• **Work order**
Give only the number of lines in these records that include "Loop".

· · · ·

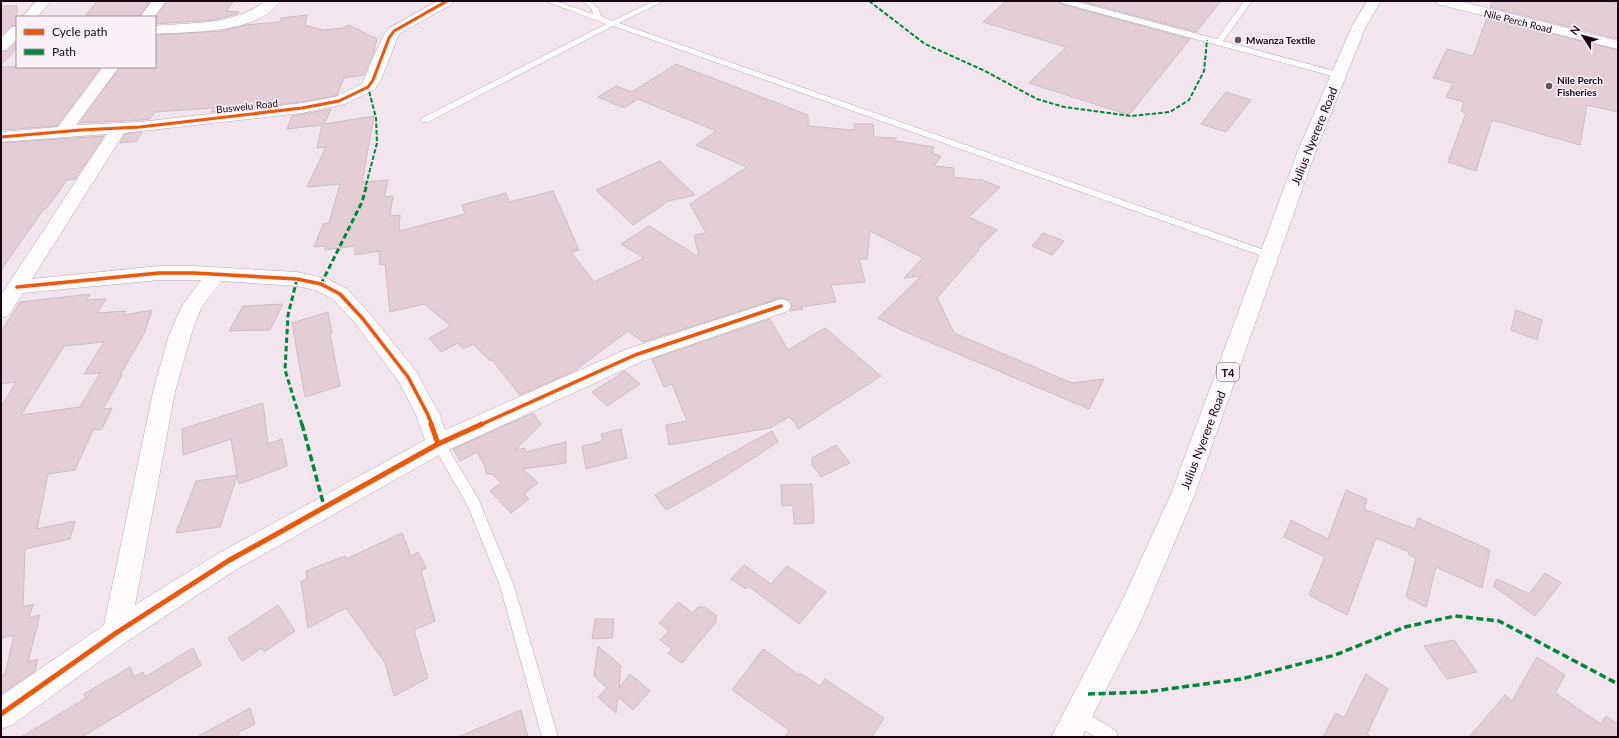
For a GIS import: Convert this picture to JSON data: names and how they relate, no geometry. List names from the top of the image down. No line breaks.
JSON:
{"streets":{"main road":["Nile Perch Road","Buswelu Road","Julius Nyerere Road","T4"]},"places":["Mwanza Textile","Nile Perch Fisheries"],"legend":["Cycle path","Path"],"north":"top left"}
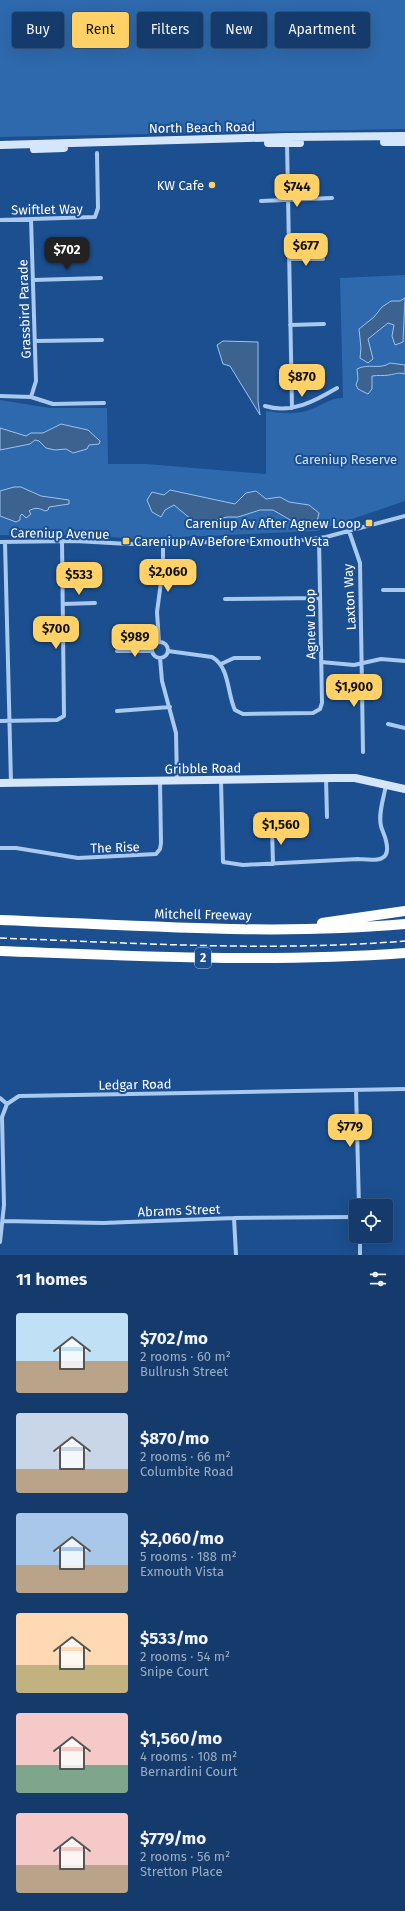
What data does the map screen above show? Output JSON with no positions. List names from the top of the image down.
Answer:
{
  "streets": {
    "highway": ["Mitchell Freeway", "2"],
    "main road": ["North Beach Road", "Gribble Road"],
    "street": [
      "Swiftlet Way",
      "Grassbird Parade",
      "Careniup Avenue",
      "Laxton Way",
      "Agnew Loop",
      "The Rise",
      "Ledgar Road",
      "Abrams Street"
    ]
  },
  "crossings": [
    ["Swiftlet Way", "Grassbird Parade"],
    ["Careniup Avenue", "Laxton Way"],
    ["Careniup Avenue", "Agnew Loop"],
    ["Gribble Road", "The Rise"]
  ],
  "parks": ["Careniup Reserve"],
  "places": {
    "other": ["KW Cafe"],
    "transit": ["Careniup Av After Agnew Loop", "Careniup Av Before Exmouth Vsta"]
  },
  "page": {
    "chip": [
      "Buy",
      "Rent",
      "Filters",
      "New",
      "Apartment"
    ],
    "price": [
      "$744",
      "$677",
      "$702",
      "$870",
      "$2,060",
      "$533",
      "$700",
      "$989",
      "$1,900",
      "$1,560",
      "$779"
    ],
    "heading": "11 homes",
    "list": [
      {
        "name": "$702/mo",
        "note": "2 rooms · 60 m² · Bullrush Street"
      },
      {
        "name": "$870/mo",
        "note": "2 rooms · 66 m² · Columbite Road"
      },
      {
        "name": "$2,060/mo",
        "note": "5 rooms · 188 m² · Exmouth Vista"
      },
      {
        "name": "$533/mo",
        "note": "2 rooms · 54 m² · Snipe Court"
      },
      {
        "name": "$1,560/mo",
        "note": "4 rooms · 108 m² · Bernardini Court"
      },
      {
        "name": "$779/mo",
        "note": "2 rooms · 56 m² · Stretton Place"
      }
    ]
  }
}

· · · ·

• **Problem solution**
3